____ Records to use

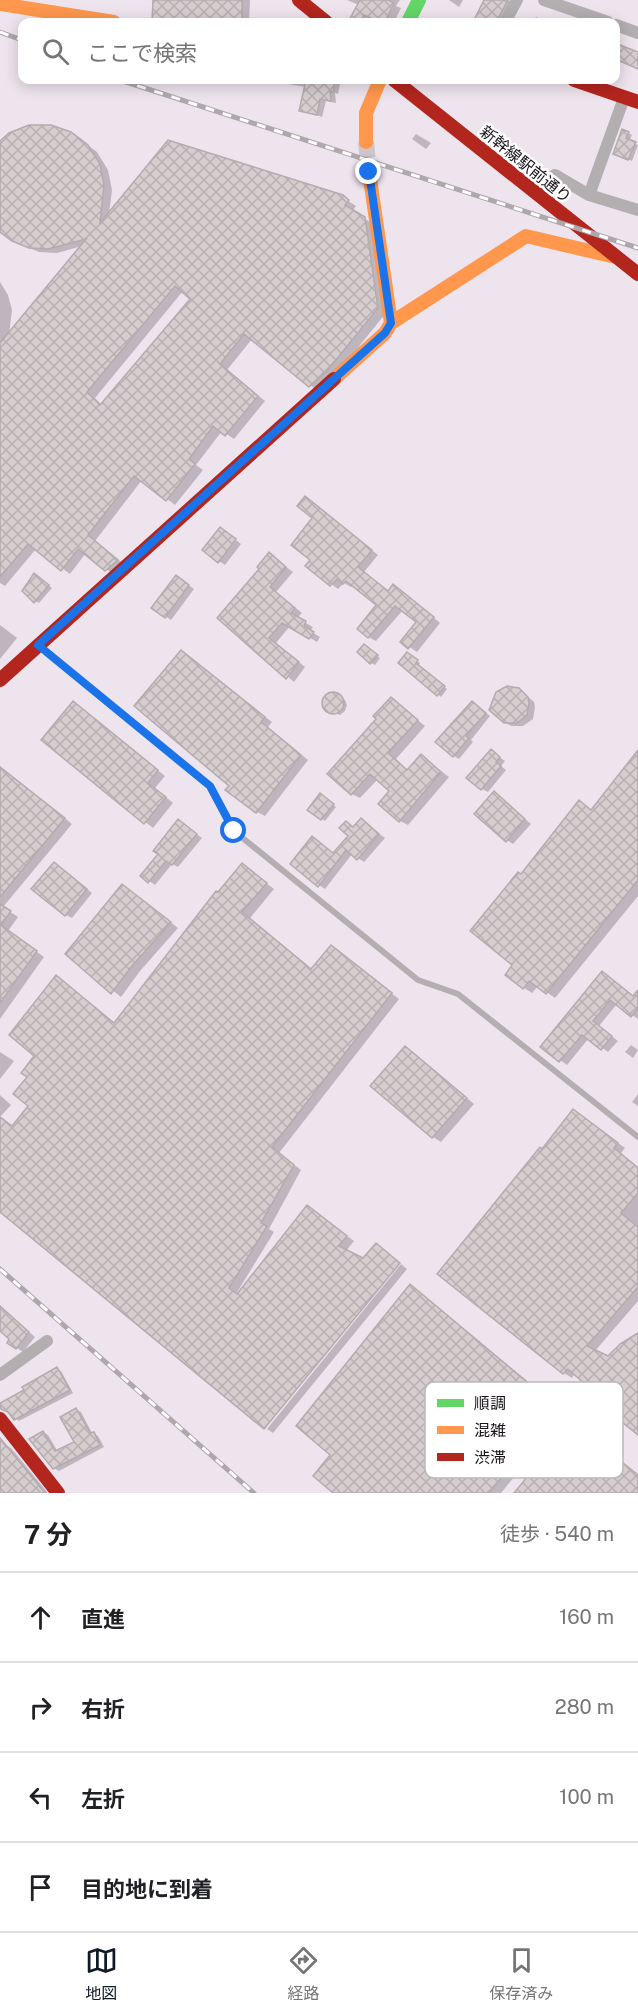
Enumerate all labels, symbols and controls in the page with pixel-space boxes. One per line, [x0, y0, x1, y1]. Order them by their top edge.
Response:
search box [18, 18, 620, 84]
icon: search [39, 35, 72, 68]
text: ここで検索 [87, 40, 197, 66]
street label: 新幹線駅前通り [476, 122, 575, 207]
route end [355, 158, 381, 184]
route start [220, 817, 246, 843]
legend [425, 1382, 623, 1478]
text: 順調 [474, 1394, 506, 1413]
text: 混雑 [474, 1421, 506, 1440]
text: 渋滞 [474, 1448, 506, 1467]
text: 7 分 [24, 1519, 72, 1550]
text: 徒歩 · 540 m [500, 1522, 614, 1546]
icon: ahead [24, 1601, 57, 1634]
text: 160 m [559, 1605, 614, 1629]
text: 直進 [81, 1606, 125, 1632]
icon: right [24, 1691, 57, 1724]
text: 280 m [555, 1695, 614, 1719]
text: 右折 [81, 1696, 125, 1722]
icon: left [24, 1781, 57, 1814]
text: 100 m [559, 1785, 614, 1809]
text: 左折 [81, 1786, 125, 1812]
icon: arrive [24, 1871, 57, 1904]
text: 目的地に到着 [81, 1876, 213, 1902]
tab: 地図 [85, 1944, 118, 2004]
tab: 経路 [287, 1944, 320, 2004]
tab: 保存済み [489, 1944, 553, 2004]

________

» About this task:
The entries are to be copied exactly, and each image is to be omitted.

» Written solution:
Enumerate all labels, symbols and controls in the page with pixel-space boxes. One per line, [x0, y0, x1, y1]. Order them by their top edge.
Response:
search box [18, 18, 620, 84]
icon: search [39, 35, 72, 68]
text: ここで検索 [87, 40, 197, 66]
street label: 新幹線駅前通り [476, 122, 575, 207]
route end [355, 158, 381, 184]
route start [220, 817, 246, 843]
legend [425, 1382, 623, 1478]
text: 順調 [474, 1394, 506, 1413]
text: 混雑 [474, 1421, 506, 1440]
text: 渋滞 [474, 1448, 506, 1467]
text: 7 分 [24, 1519, 72, 1550]
text: 徒歩 · 540 m [500, 1522, 614, 1546]
icon: ahead [24, 1601, 57, 1634]
text: 160 m [559, 1605, 614, 1629]
text: 直進 [81, 1606, 125, 1632]
icon: right [24, 1691, 57, 1724]
text: 280 m [555, 1695, 614, 1719]
text: 右折 [81, 1696, 125, 1722]
icon: left [24, 1781, 57, 1814]
text: 100 m [559, 1785, 614, 1809]
text: 左折 [81, 1786, 125, 1812]
icon: arrive [24, 1871, 57, 1904]
text: 目的地に到着 [81, 1876, 213, 1902]
tab: 地図 [85, 1944, 118, 2004]
tab: 経路 [287, 1944, 320, 2004]
tab: 保存済み [489, 1944, 553, 2004]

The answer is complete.